The heir to the Jelke margarine empire, Brody made headlines when — after marrying his wife Renee in whirlwind fashion, and chartering a 747 to return them home from their Hawaii honeymoon — he began making public pledges to donate his entire fortune. Brody claimed that his generosity sprang from a desire to ease mankind’s pain and bring peace and happiness to the world. His hippie-ish vow immediately attracted scores of journalists, as well as throngs of average citizens from all walks of life who crowded the lawn of his Scarsdale, N.Y. home and the stairwells of his Manhattan office. They also wrote him, making their case for why they deserved a piece of his vast pie.
Though “Dear Mr. Brody” frustratingly refuses to identify its talking-head interview subjects, those speakers — including Renee — ably help tell this tale alongside archival news clips from the era. In that footage, Brody is as an obviously unstable individual, and revelations about his despondent childhood and his fondness for PCP do much to explain his unhinged on-camera conduct. Viewed from the perspective of today, Brody comes across as not an entertaining peace-and-love pothead but a loose cannon with serious psychiatric problems, which consequently provides Maitland’s film with an underlying critique of a media, and society, more interested in itself than in this crying-out-for-help man.
Lasting only 10 days, Brody’s spotlight saga proves only part of this story. The real hook of “Dear Mr. Brody” is the treasure trove of unopened letters that were sent to the millionaire, and which Melissa Robyn Glassman discovered in the possession of her boss, film producer Edward R. Pressman, who had them because he spent time in the ’70s trying to produce a Hollywood feature based on Brody’s odyssey (potentially starring Richard Dreyfuss). Pressman’s movie project — as well as one attempted by Brody’s childhood friend Don Enright — didn’t materialize. The letters he kept from his research phase, however, turn out to be tailor-made for cinematic treatment, given that they’re rife with tales of hardship and ambition, suffering and resilience, egotism and selflessness.

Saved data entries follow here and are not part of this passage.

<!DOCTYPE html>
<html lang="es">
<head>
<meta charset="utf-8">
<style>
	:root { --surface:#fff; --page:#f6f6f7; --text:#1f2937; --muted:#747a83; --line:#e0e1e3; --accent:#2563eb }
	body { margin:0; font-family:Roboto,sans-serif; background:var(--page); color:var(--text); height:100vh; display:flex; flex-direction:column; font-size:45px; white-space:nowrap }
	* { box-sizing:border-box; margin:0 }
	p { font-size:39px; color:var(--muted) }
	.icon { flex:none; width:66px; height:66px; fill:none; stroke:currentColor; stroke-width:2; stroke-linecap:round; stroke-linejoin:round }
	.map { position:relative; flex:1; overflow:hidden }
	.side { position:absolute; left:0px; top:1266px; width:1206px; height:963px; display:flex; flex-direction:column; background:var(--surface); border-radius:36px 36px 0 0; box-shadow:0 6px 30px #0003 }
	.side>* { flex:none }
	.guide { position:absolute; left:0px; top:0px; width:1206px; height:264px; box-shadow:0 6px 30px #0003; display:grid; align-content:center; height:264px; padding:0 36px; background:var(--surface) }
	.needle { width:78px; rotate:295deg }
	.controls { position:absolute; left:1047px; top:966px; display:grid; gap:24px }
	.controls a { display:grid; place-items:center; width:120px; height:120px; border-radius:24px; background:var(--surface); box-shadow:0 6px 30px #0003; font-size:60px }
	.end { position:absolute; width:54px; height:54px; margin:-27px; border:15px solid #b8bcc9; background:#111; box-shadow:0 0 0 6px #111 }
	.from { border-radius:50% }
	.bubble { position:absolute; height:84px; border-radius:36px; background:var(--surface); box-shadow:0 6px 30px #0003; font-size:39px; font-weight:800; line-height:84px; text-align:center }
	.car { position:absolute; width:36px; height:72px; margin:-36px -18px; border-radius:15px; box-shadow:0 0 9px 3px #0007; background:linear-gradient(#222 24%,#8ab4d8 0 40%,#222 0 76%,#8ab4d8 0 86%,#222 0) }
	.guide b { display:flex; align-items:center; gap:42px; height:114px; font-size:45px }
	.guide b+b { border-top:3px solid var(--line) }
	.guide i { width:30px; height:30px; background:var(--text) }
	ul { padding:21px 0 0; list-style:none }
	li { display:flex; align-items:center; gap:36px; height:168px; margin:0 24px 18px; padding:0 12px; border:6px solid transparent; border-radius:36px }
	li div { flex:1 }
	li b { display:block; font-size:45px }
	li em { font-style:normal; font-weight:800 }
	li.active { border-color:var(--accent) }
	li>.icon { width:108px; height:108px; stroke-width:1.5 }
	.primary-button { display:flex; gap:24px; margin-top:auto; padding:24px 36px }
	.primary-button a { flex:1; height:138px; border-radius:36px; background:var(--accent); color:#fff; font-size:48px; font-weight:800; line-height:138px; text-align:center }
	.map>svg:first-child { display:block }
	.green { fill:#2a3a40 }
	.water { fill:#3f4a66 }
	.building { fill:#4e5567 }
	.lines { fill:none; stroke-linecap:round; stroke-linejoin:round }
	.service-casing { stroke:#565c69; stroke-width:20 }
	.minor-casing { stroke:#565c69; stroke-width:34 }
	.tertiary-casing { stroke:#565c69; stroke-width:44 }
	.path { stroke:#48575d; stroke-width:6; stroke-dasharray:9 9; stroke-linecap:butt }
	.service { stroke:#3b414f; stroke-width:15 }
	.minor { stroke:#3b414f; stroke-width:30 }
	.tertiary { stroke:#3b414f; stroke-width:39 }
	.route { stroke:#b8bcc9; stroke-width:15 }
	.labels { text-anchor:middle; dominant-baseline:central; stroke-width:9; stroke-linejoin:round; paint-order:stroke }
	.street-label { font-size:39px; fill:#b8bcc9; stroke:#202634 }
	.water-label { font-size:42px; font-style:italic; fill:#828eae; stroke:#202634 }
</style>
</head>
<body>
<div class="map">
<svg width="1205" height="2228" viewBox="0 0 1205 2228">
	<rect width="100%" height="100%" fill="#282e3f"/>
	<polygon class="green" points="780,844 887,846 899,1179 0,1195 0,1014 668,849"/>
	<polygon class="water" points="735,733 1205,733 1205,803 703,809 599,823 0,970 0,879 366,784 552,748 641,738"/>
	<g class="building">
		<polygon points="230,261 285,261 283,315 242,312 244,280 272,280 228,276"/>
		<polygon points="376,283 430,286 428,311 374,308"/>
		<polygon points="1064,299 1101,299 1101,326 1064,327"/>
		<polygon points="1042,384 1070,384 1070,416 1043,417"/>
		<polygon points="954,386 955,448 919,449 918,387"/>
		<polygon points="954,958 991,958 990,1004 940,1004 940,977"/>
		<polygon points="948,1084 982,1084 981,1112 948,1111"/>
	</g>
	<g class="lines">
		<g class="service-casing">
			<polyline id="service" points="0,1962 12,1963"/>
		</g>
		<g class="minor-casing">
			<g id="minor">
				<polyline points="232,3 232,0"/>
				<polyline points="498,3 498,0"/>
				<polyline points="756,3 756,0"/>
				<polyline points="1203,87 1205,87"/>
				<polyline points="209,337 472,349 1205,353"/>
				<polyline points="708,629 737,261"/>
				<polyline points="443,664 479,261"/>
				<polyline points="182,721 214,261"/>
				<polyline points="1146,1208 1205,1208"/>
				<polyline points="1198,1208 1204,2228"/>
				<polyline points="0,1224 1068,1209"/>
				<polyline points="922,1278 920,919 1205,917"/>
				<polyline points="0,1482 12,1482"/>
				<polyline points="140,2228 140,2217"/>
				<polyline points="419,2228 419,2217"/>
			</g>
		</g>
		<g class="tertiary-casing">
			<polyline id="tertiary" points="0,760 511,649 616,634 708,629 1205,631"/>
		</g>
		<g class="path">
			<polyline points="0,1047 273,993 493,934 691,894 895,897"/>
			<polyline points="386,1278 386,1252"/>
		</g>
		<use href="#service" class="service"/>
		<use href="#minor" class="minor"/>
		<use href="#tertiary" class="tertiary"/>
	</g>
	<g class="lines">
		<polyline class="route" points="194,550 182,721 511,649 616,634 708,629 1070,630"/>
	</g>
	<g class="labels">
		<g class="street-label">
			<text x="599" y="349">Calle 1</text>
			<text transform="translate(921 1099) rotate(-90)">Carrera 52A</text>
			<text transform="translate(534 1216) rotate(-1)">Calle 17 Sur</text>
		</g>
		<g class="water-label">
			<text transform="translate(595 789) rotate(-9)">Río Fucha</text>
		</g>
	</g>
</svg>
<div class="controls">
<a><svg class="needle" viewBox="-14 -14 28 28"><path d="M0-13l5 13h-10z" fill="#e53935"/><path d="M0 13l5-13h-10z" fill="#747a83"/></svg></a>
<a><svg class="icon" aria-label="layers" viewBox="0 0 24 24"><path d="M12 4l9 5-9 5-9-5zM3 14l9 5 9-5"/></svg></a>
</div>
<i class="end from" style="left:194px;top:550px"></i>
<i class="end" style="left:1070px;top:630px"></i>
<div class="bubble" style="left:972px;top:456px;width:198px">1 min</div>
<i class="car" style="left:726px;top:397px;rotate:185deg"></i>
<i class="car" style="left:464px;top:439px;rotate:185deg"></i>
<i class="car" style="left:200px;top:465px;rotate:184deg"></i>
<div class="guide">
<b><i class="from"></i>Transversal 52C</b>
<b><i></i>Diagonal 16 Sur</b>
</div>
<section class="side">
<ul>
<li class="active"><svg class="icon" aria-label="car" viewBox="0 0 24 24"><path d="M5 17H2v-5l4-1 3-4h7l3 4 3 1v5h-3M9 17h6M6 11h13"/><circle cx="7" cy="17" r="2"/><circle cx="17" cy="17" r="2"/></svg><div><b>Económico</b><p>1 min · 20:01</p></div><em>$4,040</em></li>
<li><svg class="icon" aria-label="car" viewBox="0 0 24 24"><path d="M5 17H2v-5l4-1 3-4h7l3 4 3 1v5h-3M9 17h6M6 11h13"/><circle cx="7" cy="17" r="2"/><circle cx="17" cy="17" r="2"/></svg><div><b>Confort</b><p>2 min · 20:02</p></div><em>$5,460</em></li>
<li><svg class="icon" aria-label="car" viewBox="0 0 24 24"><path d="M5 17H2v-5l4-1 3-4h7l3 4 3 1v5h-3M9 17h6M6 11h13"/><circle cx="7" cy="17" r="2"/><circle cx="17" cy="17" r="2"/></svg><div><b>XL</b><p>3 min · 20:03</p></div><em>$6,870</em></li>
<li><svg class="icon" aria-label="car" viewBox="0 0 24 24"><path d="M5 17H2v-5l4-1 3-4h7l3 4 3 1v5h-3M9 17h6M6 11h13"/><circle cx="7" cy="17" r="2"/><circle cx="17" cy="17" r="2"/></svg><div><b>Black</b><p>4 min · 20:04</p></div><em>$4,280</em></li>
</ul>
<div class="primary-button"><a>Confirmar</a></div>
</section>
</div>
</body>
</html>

Director Maitland has actors read these dispatches in scenes that imaginatively duplicate the writers’ circumstances, and he also finds a few of their real-life authors so they can revisit their missives for the first time in decades, thereby shining a light on the diversity of human need and misery. There’s plenty of greed in those dispatches, but also humor and altruism, and the film — paralleling Melissa’s mission to make her way through the tens of thousands of letters possessed by Pressman and Brody’s son Jamie — functions as a tribute to those ignored and unanswered voices, treating them with the respect they always deserved but were denied by Brody.
There’s a nagging sense throughout “Dear Mr. Brody” that Brody’s out-of-control stunt — which netted him a guest spot on “The Ed Sullivan Show” and a recording contract before ending in failure and tragedy — is too trivial to shoulder so many weighty thematic concerns. It’s good, then, that the proceedings never take themselves too seriously, making sure to include amusing anecdotes about Brody allegedly sharing a joint with Walter Cronkite, and loopier letters such as one in which a man requests funding for his revolutionary two-tiered cereal bowl.